:: Task prompt ::
Your job is to return every line in the data holding the string "stream".

Recorded data
------------
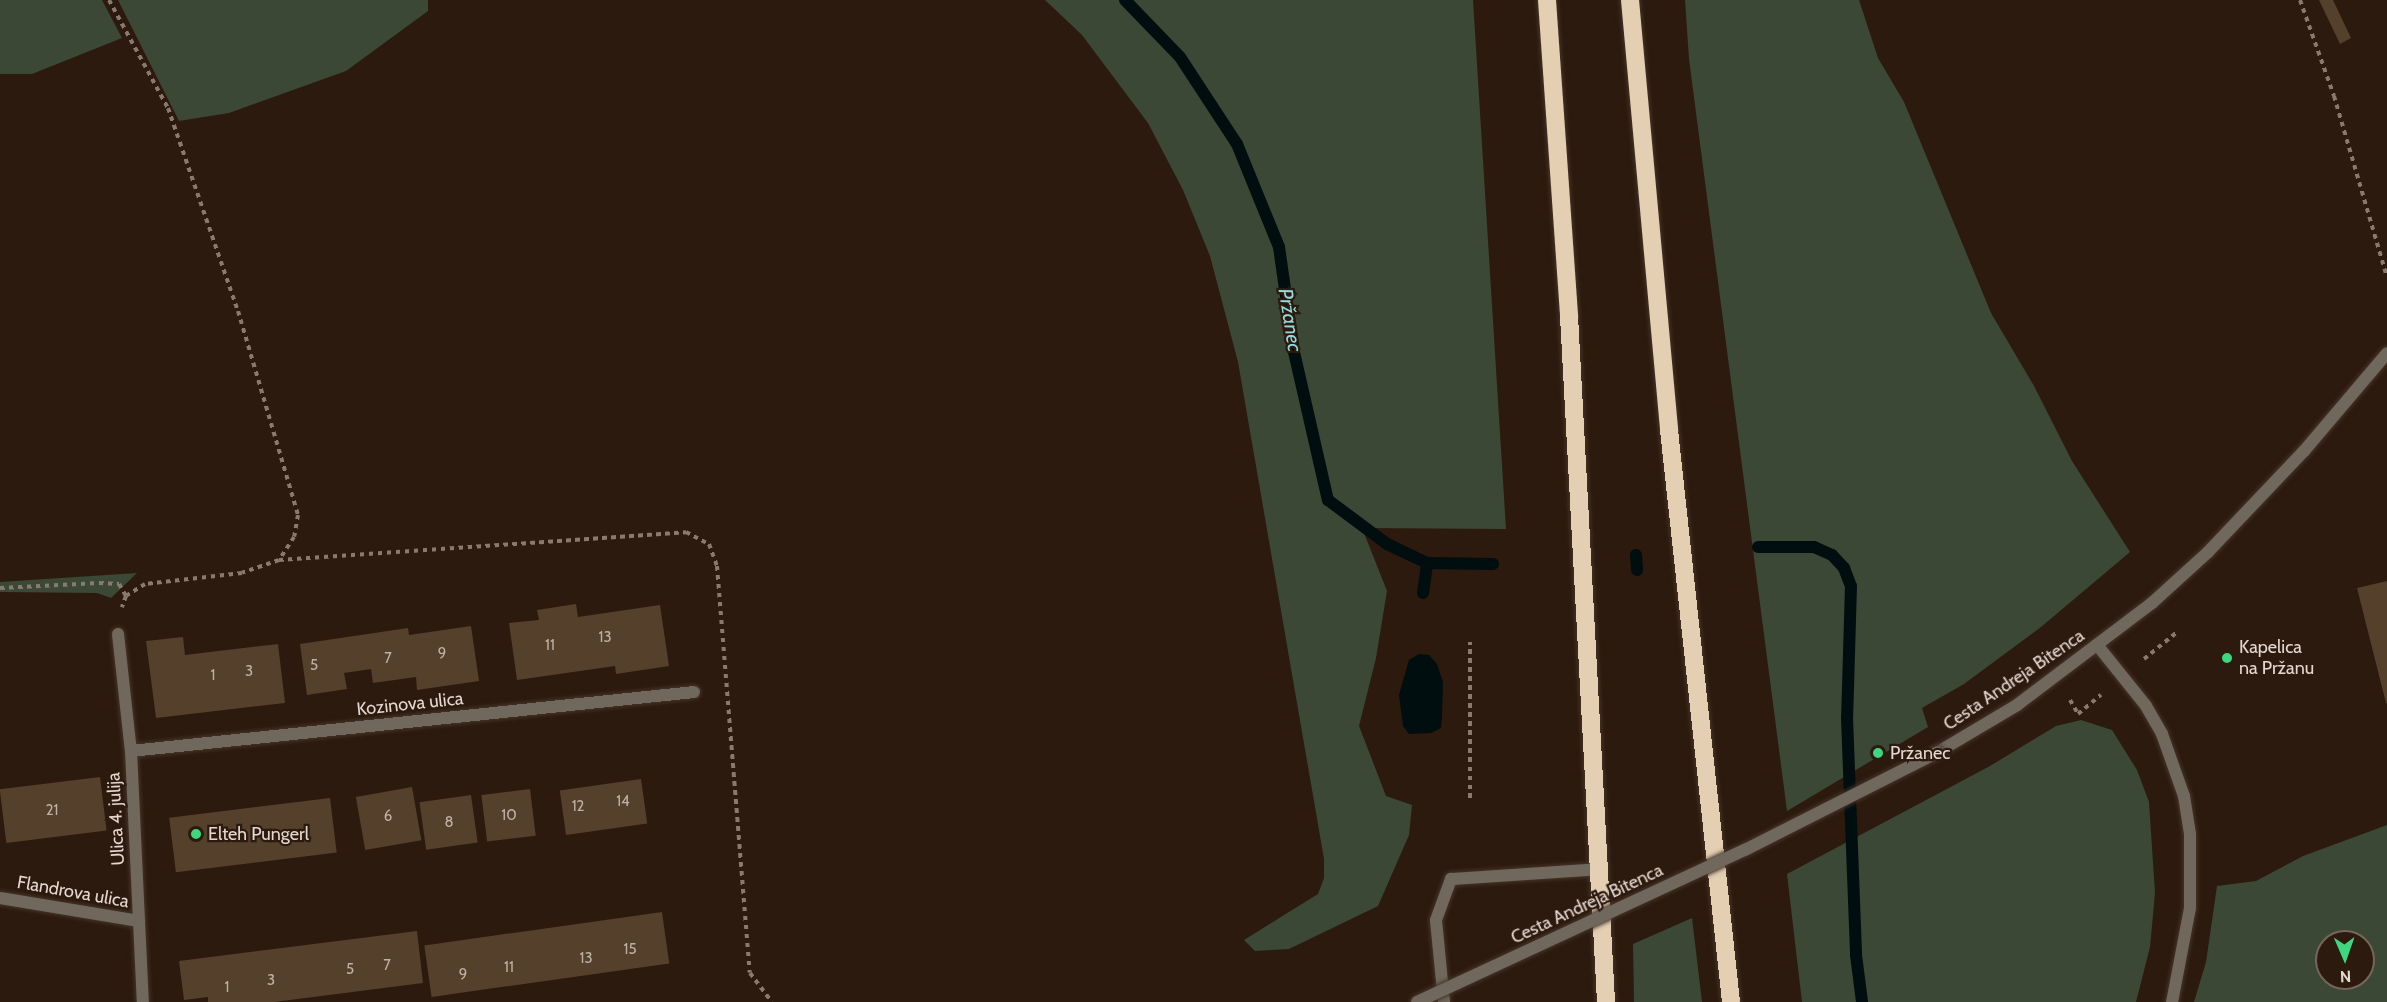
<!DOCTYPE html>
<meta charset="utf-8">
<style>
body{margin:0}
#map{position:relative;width:2387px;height:1002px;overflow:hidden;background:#2c1a0e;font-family:Cabin,sans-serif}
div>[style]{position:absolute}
.green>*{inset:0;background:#3b4835}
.water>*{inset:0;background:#000e0f}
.stream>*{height:12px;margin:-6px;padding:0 6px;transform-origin:6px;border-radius:6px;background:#000e0f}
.building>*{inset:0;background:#54402b;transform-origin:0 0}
.path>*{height:4px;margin-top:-2px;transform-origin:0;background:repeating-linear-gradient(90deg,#897a70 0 4.5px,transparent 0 9px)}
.roads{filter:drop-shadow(0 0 2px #463429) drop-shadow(0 0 2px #463429)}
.service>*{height:12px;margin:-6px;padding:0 6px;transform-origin:6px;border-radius:6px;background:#70685d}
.minor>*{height:12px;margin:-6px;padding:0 6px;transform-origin:6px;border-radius:6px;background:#70685d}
.tertiary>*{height:12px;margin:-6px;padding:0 6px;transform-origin:6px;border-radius:6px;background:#70685d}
.motorway>*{height:18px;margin:-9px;padding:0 9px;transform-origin:9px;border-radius:9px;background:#e4cfb3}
.bridges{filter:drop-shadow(0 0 2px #463429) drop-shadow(0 0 2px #463429)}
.tertiary-bridge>*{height:12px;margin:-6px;padding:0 6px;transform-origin:6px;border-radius:6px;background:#70685d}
.dots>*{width:16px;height:16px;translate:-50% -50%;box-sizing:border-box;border:3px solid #2c1a0e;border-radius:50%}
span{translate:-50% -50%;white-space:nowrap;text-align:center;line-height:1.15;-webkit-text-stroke:4.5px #2c1a0e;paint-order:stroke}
.number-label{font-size:15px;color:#bfb1a6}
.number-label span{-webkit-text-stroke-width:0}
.poi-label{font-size:18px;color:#e3d7cf}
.left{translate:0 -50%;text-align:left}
.street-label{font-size:18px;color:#e3d7cf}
.water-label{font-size:20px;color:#90dadd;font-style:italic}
.north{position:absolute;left:2315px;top:930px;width:60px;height:60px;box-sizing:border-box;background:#2c1a0e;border:2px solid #75665b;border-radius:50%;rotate:178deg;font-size:16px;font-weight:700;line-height:24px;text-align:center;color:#e3d7cf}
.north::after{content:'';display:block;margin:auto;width:21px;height:27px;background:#3cd77e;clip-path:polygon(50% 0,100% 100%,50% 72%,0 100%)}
</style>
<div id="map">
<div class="green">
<div style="clip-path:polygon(0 0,102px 0,122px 38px,32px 74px,0 74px)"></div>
<div style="clip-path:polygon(118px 0,428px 0,428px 11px,346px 71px,229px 113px,179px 121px)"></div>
<div style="clip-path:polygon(1045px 0,1473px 0,1506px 529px,1362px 528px,1387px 591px,1376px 658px,1359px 726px,1386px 796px,1412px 805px,1409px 835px,1378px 906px,1289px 949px,1255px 951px,1244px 940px,1318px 894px,1324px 878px,1324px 859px,1238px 362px,1210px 256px,1183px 190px,1148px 123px,1082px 35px)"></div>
<div style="clip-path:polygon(1685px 0,1859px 0,1878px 58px,1904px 102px,1991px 313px,2034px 386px,2072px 461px,2130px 552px,2041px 627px,1964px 684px,1922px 708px,1928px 727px,1787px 811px,1689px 59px)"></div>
<div style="clip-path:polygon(137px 573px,111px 598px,97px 593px,0 592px,0 582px)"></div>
<div style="clip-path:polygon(2081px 720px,2112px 730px,2137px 770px,2149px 802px,2155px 893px,2150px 947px,2136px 1002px,1802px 1002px,1787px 874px,1990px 766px,2056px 726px)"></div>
<div style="clip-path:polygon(evenodd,2387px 825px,2387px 1002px,2194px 1002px,2206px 962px,2217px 886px,2256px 881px,2303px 856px,2387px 825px,2327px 942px,2363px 942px,2363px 978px,2327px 978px,2327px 942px)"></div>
<div style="clip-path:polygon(1692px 918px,1702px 1002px,1634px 1002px,1633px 944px)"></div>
</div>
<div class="water">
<div style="clip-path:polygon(1419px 654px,1429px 655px,1437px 664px,1443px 682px,1442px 717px,1441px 728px,1431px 733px,1409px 734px,1403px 726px,1399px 695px,1409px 660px)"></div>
</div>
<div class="stream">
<div style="left:1125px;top:0;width:79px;rotate:46deg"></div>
<div style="left:1180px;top:57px;width:104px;rotate:56.8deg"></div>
<div style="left:1237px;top:144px;width:111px;rotate:67.8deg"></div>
<div style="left:1279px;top:247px;width:106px;rotate:81.9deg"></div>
<div style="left:1294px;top:352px;width:152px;rotate:77.1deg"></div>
<div style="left:1328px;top:500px;width:74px;rotate:36.7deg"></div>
<div style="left:1387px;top:544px;width:44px;rotate:25.4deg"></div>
<div style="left:1427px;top:563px;width:66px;rotate:0.9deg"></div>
<div style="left:1758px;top:547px;width:56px"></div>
<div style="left:1814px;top:547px;width:20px;rotate:24deg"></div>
<div style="left:1832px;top:555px;width:18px;rotate:47deg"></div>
<div style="left:1844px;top:568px;width:19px;rotate:69deg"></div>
<div style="left:1851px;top:586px;width:132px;rotate:91.7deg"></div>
<div style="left:1847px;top:718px;width:237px;rotate:87.8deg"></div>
<div style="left:1856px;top:955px;width:47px;rotate:82.7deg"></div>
<div style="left:1636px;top:555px;width:15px;rotate:86deg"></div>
<div style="left:1423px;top:593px;width:30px;rotate:-82deg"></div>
</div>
<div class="building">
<div style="clip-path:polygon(2319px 0,2333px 0,2351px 38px,2340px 44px)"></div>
<div style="clip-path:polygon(2387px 581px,2387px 703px,2386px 703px,2357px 588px)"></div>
<div style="clip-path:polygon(576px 604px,578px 617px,660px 605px,669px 666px,616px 674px,615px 666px,517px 680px,509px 623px,539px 620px,537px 610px)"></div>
<div style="clip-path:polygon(471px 626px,479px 681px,417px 690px,416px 677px,373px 683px,371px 669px,344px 673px,347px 689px,307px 695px,300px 644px,408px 628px,409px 635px)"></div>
<div style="clip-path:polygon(183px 637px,185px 655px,278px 644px,285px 703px,156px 718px,146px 641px)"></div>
<div style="left:100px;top:777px;width:54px;height:101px;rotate:83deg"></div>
<div style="left:641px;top:779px;width:45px;height:82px;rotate:82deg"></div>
<div style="left:412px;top:787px;width:54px;height:57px;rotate:80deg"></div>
<div style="left:530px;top:789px;width:47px;height:49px;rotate:83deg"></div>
<div style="left:471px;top:795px;width:48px;height:52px;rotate:82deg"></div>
<div style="left:330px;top:798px;width:55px;height:162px;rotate:83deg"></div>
<div style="left:662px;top:912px;width:52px;height:240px;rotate:82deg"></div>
<div style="clip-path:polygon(417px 931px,423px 983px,274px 1002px,208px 1002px,208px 997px,184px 1000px,179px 961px)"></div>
</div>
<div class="path">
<div style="left:109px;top:0;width:123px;rotate:61.4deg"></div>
<div style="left:168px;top:108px;width:215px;rotate:71deg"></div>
<div style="left:238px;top:311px;width:213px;rotate:73.6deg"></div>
<div style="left:298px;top:515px;width:22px;rotate:100deg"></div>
<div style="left:294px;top:537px;width:27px;rotate:123deg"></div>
<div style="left:279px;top:560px;width:39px;rotate:161deg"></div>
<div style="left:242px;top:573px;width:98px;rotate:173.5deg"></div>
<div style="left:145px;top:584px;width:22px;rotate:148deg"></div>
<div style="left:126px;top:596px;width:12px;rotate:110deg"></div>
<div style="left:2300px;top:0;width:102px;rotate:70.5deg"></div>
<div style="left:2334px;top:96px;width:189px;rotate:73.7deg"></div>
<div style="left:279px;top:560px;width:408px;rotate:-3.9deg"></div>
<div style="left:686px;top:532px;width:26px;rotate:28deg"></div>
<div style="left:709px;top:544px;width:23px;rotate:70deg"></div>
<div style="left:717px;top:566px;width:408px;rotate:85.4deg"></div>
<div style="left:750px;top:973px;width:36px;rotate:53deg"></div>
<div style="left:0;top:588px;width:99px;rotate:-2.9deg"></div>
<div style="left:99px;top:583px;width:20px;rotate:3deg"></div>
<div style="left:119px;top:584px;width:14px;rotate:60deg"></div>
<div style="left:2144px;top:659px;width:41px;rotate:-39.1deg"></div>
<div style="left:2070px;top:700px;width:16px;rotate:60deg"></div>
<div style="left:2078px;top:714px;width:30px;rotate:-40deg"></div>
<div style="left:1470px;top:798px;width:156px;rotate:-90deg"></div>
</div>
<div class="roads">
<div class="service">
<div style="left:1444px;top:1002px;width:82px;rotate:-95.6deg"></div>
<div style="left:1436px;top:920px;width:44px;rotate:-69.9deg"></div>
<div style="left:1451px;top:879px;width:149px;rotate:-3.8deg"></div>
</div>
<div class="minor">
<div style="left:118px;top:634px;width:118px;rotate:83.7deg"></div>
<div style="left:131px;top:751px;width:251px;rotate:87.3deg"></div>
<div style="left:2098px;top:646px;width:77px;rotate:51.3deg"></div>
<div style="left:2146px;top:706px;width:32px;rotate:60deg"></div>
<div style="left:2162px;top:734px;width:66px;rotate:70.5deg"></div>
<div style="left:2184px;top:796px;width:39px;rotate:81deg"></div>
<div style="left:2190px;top:835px;width:73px;rotate:90deg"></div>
<div style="left:2190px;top:908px;width:96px;rotate:100.8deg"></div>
<div style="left:131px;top:751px;width:566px;rotate:-5.98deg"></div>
<div style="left:0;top:898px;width:141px;rotate:9.4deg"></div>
</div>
<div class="tertiary">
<div style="left:1938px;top:752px;width:92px;rotate:-30.7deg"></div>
<div style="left:2017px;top:705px;width:169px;rotate:-37.1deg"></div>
<div style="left:2152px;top:603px;width:76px;rotate:-42.3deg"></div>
<div style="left:2208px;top:552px;width:139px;rotate:-46.5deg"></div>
<div style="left:2304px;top:451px;width:128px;rotate:-49.7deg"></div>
</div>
<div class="motorway">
<div style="left:1547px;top:0;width:317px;rotate:86deg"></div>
<div style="left:1569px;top:316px;width:687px;rotate:86.91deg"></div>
<div style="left:1630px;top:0;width:432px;rotate:84.8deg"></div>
<div style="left:1669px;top:430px;width:575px;rotate:83.81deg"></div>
</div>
</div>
<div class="bridges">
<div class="tertiary-bridge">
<div style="left:1417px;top:1002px;width:362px;rotate:-24.9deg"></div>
<div style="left:1745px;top:850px;width:216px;rotate:-26.9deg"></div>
</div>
</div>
<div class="dots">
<div style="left:2227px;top:658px;background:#3cd77e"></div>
<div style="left:1878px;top:753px;background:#3cd77e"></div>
<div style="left:196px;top:834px;background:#3cd77e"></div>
</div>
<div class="number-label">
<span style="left:605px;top:638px">13</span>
<span style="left:550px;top:646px">11</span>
<span style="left:442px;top:654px">9</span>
<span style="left:388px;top:659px">7</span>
<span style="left:314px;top:666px">5</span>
<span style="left:249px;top:672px">3</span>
<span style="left:213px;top:676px">1</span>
<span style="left:623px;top:802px">14</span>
<span style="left:578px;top:807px">12</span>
<span style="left:52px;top:811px">21</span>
<span style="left:509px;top:816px">10</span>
<span style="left:388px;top:817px">6</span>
<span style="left:449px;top:823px">8</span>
<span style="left:630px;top:950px">15</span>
<span style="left:586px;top:959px">13</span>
<span style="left:387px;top:966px">7</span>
<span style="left:509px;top:968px">11</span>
<span style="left:350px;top:970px">5</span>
<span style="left:463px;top:975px">9</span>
<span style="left:271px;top:981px">3</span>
<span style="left:227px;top:988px">1</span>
</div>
<div class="poi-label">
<span class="left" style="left:2239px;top:658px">Kapelica<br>na Pržanu</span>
<span class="left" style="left:1890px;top:753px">Pržanec</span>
<span class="left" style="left:208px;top:834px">Elteh Pungerl</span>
</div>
<div class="street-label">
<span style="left:2014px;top:680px;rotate:-34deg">Cesta Andreja Bitenca</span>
<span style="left:410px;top:704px;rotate:-6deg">Kozinova ulica</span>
<span style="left:116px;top:819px;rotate:-93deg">Ulica 4. julija</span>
<span style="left:73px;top:892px;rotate:10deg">Flandrova ulica</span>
<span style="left:1587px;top:904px;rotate:-25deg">Cesta Andreja Bitenca</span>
</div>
<div class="water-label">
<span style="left:1290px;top:320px;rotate:81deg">Pržanec</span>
</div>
<div class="north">N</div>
</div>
------------
:: Answer section ::
.stream>*{height:12px;margin:-6px;padding:0 6px;transform-origin:6px;border-radius:6px;background:#000e0f}
<div class="stream">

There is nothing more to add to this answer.